Collection entries:
※

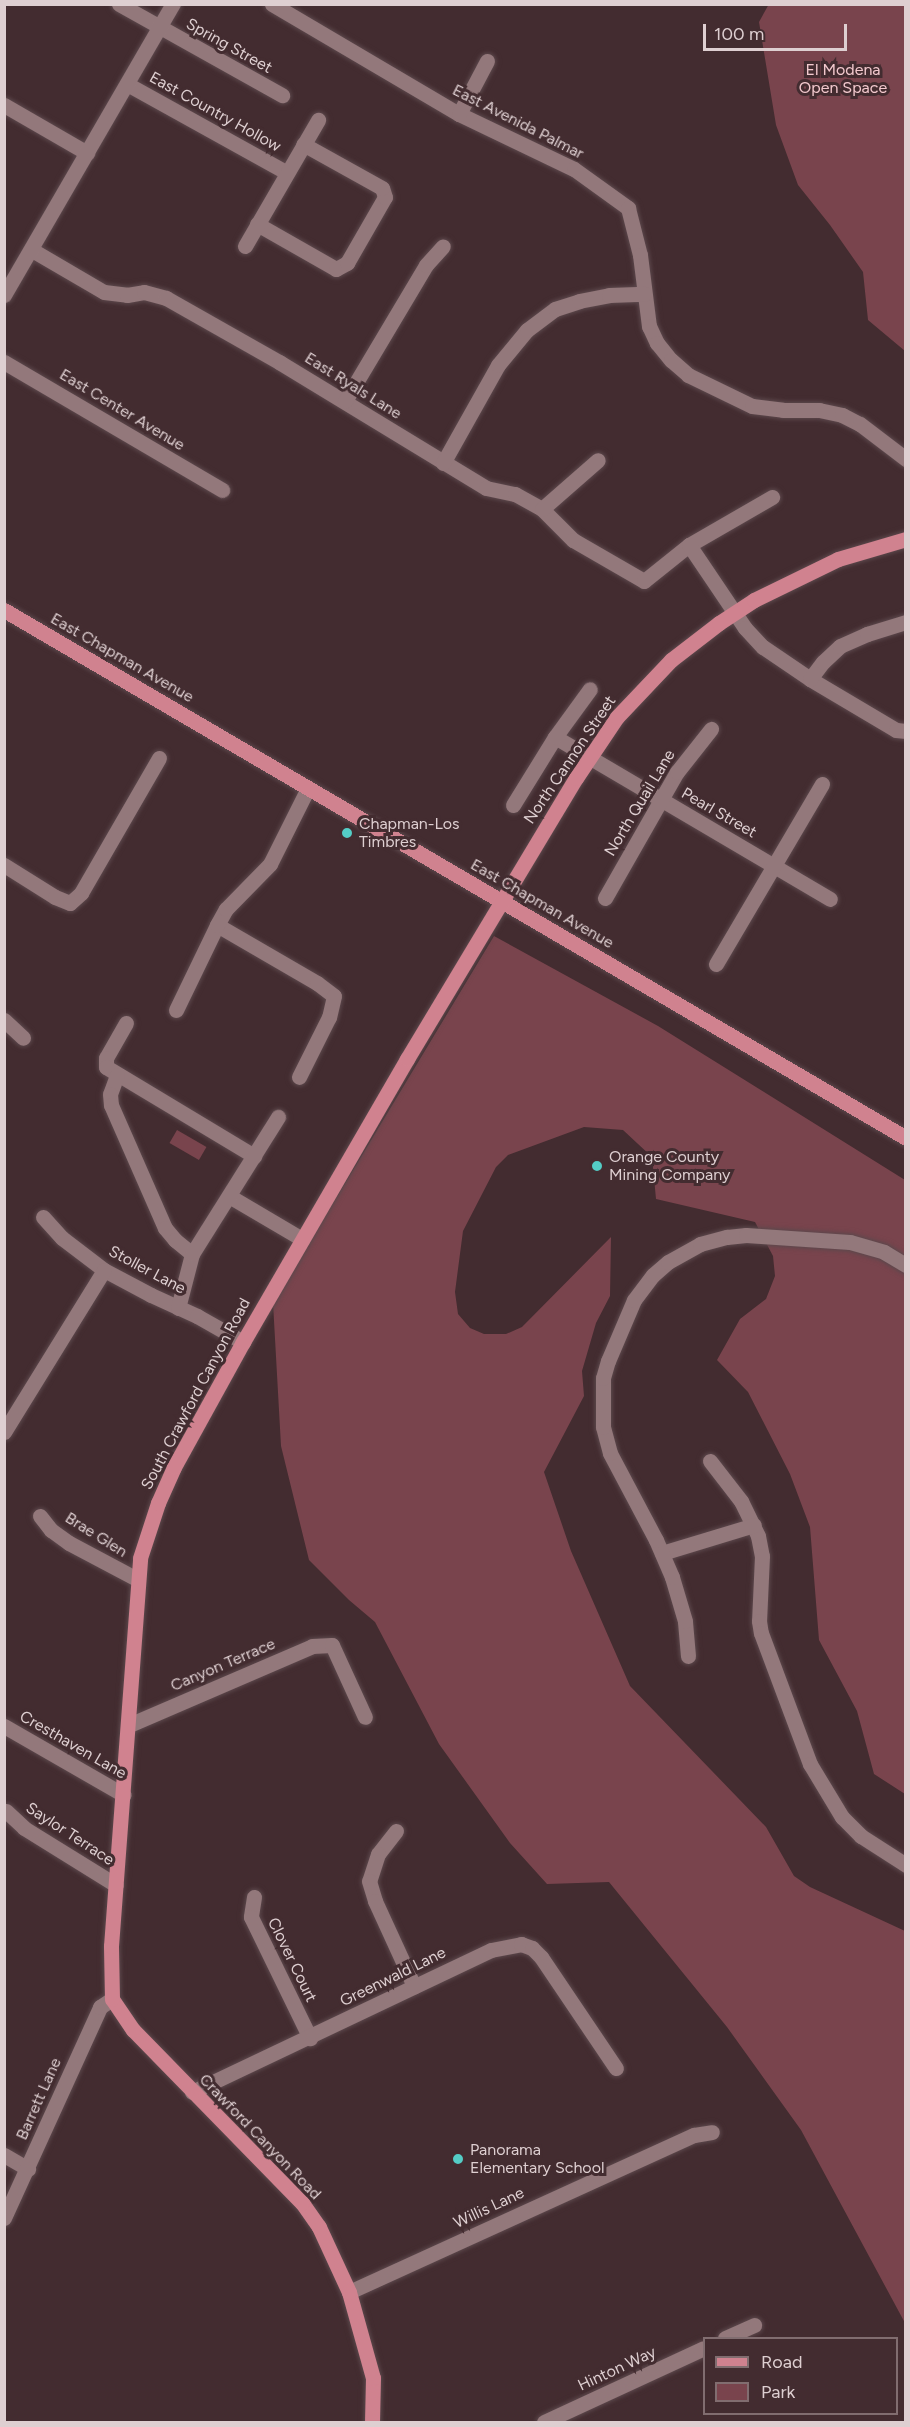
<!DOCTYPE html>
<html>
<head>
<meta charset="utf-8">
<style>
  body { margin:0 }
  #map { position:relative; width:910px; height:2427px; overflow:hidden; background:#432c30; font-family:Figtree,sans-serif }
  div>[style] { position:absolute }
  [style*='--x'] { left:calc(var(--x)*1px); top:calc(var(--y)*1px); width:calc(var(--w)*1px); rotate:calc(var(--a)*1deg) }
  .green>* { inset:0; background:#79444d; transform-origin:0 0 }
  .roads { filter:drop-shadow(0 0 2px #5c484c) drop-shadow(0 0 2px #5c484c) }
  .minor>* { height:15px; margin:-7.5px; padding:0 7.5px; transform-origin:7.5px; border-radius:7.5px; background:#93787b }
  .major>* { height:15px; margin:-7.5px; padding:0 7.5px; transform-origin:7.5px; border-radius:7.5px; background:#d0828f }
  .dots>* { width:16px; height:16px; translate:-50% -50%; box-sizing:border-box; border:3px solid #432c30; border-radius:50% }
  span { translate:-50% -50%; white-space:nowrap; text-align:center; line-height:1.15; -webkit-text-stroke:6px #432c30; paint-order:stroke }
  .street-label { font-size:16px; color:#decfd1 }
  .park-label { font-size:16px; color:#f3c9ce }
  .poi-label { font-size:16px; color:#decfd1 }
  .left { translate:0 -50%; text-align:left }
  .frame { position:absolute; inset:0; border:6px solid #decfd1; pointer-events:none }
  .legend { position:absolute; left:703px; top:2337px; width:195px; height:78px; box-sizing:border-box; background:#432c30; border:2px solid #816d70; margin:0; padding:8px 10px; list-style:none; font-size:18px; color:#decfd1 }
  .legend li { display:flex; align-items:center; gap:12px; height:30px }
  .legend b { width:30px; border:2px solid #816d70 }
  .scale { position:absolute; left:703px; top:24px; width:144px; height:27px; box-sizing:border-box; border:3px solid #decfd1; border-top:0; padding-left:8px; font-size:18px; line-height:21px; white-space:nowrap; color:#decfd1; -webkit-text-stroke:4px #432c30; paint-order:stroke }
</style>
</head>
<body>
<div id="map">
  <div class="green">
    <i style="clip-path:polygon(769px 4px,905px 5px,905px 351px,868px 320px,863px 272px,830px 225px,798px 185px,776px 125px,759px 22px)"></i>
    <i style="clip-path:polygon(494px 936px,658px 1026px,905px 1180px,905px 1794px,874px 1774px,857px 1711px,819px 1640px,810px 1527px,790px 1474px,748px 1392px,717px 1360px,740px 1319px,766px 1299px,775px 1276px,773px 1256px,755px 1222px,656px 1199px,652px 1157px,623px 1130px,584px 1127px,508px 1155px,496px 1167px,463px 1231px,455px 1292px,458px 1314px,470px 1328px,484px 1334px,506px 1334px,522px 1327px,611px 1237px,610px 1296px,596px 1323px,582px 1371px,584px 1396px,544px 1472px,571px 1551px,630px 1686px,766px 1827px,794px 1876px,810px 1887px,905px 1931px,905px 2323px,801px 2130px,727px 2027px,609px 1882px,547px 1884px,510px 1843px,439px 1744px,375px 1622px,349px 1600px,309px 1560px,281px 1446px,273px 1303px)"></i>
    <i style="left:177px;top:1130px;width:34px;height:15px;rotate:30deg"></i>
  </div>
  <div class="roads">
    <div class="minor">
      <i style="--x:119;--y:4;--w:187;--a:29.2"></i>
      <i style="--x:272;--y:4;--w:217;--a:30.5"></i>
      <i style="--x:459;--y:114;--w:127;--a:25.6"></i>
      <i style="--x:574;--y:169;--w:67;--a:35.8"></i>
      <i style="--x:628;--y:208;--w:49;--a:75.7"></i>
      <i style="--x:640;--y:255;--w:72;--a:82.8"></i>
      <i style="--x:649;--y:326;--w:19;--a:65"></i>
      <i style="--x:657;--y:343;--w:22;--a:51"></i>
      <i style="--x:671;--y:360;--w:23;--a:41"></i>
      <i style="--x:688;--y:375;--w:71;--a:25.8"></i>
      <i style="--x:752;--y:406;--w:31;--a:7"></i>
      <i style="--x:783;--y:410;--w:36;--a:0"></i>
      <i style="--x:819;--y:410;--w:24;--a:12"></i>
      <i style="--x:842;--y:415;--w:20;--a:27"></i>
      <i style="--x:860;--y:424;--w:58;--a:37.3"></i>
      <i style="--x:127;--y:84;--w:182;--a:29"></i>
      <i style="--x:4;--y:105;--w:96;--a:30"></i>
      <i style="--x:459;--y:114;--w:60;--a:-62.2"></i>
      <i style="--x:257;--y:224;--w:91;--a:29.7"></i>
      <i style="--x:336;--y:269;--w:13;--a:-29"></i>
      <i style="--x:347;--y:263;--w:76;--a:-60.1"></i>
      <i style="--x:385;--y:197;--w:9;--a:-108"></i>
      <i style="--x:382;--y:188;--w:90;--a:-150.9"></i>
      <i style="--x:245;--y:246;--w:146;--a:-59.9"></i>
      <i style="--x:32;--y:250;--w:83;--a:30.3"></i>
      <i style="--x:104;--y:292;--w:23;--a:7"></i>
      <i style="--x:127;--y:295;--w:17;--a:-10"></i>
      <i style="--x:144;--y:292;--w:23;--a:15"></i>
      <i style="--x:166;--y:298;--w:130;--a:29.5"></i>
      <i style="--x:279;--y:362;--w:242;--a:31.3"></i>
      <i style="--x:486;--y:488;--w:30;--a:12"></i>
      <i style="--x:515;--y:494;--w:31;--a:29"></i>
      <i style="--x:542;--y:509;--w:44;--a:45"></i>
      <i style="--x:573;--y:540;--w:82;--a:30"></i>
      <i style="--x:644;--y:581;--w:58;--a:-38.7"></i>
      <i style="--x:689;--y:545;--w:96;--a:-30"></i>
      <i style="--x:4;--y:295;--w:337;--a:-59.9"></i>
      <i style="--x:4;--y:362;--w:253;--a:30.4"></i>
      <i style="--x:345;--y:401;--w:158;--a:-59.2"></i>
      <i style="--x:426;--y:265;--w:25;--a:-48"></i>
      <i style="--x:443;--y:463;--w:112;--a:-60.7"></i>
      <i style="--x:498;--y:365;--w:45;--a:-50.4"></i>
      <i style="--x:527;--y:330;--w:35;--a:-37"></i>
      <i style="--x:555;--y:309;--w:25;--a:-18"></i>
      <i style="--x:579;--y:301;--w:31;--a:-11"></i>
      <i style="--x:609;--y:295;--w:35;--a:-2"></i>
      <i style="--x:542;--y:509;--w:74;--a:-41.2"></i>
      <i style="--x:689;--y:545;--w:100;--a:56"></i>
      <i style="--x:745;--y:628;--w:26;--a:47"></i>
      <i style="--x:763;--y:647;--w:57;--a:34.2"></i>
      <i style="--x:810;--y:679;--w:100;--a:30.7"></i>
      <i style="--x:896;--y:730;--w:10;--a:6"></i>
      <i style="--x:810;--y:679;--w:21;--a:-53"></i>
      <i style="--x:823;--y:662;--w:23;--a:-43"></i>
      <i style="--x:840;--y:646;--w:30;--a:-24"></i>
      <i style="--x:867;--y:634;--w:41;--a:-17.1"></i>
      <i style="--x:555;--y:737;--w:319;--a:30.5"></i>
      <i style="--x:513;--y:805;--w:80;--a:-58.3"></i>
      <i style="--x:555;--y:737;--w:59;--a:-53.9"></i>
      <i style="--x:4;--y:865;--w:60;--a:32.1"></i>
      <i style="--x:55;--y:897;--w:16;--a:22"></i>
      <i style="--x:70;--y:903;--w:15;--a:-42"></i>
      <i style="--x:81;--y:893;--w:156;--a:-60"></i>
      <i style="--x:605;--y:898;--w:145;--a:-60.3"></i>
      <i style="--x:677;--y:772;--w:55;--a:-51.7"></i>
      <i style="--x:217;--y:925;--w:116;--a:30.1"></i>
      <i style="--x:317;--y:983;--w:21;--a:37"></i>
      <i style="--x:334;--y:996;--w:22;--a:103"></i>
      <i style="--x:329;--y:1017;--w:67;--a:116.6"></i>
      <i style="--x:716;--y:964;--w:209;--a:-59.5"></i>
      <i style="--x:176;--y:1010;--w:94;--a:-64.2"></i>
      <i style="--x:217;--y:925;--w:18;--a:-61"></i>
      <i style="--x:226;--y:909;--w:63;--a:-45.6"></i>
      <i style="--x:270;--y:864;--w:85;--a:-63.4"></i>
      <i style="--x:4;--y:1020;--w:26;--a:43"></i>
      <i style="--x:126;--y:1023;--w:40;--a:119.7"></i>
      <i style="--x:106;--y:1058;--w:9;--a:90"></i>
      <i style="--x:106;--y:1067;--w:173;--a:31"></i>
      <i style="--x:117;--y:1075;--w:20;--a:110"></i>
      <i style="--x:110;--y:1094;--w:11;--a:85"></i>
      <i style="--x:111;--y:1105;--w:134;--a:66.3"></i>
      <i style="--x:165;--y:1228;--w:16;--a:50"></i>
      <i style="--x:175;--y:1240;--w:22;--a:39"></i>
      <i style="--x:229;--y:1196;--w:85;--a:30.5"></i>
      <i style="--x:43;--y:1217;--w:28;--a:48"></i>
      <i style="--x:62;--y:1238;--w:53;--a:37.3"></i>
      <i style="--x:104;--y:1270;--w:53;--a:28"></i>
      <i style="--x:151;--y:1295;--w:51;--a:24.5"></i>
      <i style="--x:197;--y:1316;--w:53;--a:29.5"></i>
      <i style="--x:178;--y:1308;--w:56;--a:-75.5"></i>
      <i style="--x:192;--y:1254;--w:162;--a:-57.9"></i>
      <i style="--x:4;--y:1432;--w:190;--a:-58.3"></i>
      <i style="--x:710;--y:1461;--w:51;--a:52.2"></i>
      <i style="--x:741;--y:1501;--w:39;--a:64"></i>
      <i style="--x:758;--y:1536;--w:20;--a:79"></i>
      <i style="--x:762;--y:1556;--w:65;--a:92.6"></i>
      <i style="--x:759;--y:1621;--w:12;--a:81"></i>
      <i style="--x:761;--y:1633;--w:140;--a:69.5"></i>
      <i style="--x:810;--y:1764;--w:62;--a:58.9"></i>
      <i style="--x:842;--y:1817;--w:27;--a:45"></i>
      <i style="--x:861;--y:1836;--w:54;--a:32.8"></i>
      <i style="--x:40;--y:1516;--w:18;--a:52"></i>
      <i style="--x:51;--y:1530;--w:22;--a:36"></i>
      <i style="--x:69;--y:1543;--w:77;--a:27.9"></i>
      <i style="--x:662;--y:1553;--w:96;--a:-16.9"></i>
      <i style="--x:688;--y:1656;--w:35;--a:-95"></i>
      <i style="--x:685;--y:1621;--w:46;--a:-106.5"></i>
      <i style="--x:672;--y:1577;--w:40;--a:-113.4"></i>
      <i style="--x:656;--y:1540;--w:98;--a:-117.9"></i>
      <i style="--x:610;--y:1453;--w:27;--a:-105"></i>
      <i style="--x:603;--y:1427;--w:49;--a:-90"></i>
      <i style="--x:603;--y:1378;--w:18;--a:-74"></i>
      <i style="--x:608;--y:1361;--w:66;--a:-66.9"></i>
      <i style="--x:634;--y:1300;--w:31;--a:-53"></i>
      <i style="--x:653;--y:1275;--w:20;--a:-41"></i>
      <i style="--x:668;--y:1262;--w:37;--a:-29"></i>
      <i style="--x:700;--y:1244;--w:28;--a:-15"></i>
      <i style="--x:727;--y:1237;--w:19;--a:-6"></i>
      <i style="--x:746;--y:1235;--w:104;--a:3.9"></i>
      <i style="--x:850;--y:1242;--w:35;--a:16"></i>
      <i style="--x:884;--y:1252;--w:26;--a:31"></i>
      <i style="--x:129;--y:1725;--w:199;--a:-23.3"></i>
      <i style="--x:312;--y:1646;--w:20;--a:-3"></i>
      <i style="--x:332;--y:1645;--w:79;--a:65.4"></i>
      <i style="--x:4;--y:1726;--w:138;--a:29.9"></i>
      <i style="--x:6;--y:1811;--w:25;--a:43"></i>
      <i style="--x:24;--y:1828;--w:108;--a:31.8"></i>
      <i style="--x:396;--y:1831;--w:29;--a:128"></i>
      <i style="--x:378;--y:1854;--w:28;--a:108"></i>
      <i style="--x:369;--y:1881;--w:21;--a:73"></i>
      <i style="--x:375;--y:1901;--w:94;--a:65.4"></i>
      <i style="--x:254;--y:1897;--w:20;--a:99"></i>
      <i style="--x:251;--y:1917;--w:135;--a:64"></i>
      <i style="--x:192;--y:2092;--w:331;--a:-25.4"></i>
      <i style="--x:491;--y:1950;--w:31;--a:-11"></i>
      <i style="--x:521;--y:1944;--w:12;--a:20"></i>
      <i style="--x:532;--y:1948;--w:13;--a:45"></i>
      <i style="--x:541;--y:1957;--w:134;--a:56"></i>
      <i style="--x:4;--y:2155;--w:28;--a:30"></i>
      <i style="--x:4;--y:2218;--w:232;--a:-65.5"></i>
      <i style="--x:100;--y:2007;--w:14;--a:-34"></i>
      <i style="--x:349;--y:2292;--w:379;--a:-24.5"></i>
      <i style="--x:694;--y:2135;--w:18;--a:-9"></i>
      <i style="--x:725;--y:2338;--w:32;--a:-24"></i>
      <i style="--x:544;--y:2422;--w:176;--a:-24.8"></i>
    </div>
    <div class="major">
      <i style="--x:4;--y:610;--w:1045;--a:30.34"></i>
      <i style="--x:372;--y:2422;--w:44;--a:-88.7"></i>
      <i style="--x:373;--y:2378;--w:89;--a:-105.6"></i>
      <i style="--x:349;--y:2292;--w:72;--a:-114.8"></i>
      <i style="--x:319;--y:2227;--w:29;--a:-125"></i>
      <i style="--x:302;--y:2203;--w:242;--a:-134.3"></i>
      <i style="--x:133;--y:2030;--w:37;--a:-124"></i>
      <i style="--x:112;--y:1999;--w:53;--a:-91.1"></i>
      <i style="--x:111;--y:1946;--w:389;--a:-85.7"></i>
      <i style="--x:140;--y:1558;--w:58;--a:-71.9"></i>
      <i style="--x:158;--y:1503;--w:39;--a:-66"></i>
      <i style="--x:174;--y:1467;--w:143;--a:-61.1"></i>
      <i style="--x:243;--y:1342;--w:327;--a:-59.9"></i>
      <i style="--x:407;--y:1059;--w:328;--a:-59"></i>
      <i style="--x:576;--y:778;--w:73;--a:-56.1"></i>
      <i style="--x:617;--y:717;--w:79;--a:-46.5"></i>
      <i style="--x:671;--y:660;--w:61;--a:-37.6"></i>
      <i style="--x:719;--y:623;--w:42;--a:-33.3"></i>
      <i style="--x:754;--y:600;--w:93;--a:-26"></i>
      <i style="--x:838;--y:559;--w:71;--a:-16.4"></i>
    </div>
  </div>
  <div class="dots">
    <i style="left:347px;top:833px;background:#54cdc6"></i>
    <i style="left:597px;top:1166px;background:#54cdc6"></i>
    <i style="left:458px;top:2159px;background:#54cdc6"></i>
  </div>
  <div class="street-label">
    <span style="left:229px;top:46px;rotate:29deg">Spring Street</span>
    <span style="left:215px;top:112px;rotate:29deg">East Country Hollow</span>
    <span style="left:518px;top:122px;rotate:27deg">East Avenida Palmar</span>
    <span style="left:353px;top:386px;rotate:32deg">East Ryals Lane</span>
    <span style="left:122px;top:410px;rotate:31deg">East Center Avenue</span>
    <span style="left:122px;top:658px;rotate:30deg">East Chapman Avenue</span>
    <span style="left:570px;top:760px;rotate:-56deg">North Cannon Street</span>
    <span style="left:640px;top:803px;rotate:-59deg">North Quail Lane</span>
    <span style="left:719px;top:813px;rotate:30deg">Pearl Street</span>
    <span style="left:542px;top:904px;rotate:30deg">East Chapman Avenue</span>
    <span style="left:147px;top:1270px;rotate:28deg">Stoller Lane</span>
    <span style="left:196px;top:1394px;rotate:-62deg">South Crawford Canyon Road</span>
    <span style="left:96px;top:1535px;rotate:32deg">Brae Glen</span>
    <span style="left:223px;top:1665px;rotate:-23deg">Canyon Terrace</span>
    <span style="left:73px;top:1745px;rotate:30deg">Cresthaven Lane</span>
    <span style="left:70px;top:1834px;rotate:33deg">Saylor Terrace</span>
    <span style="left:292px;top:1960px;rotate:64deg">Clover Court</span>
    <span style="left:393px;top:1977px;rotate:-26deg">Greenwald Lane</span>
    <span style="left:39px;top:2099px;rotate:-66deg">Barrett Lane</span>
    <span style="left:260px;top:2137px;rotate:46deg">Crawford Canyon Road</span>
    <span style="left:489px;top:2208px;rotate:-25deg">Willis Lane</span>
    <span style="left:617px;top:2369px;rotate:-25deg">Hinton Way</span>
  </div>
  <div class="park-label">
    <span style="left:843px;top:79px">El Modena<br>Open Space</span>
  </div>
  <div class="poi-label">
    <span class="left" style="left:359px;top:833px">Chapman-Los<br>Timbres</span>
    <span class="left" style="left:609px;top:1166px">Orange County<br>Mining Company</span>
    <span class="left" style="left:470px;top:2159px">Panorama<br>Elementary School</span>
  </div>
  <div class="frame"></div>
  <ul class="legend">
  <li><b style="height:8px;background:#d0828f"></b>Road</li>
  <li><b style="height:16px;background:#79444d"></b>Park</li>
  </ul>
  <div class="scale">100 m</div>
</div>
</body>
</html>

※

* **INSTRUCTIONS TO FOLLOW**
Quote, exactly and only, the lines from the first line of the data above through the line containing "width:16px; height:16px; translate:-50%". The pictures do not belong in it.

* **OUTPUT BELOW**
<!DOCTYPE html>
<html>
<head>
<meta charset="utf-8">
<style>
  body { margin:0 }
  #map { position:relative; width:910px; height:2427px; overflow:hidden; background:#432c30; font-family:Figtree,sans-serif }
  div>[style] { position:absolute }
  [style*='--x'] { left:calc(var(--x)*1px); top:calc(var(--y)*1px); width:calc(var(--w)*1px); rotate:calc(var(--a)*1deg) }
  .green>* { inset:0; background:#79444d; transform-origin:0 0 }
  .roads { filter:drop-shadow(0 0 2px #5c484c) drop-shadow(0 0 2px #5c484c) }
  .minor>* { height:15px; margin:-7.5px; padding:0 7.5px; transform-origin:7.5px; border-radius:7.5px; background:#93787b }
  .major>* { height:15px; margin:-7.5px; padding:0 7.5px; transform-origin:7.5px; border-radius:7.5px; background:#d0828f }
  .dots>* { width:16px; height:16px; translate:-50% -50%; box-sizing:border-box; border:3px solid #432c30; border-radius:50% }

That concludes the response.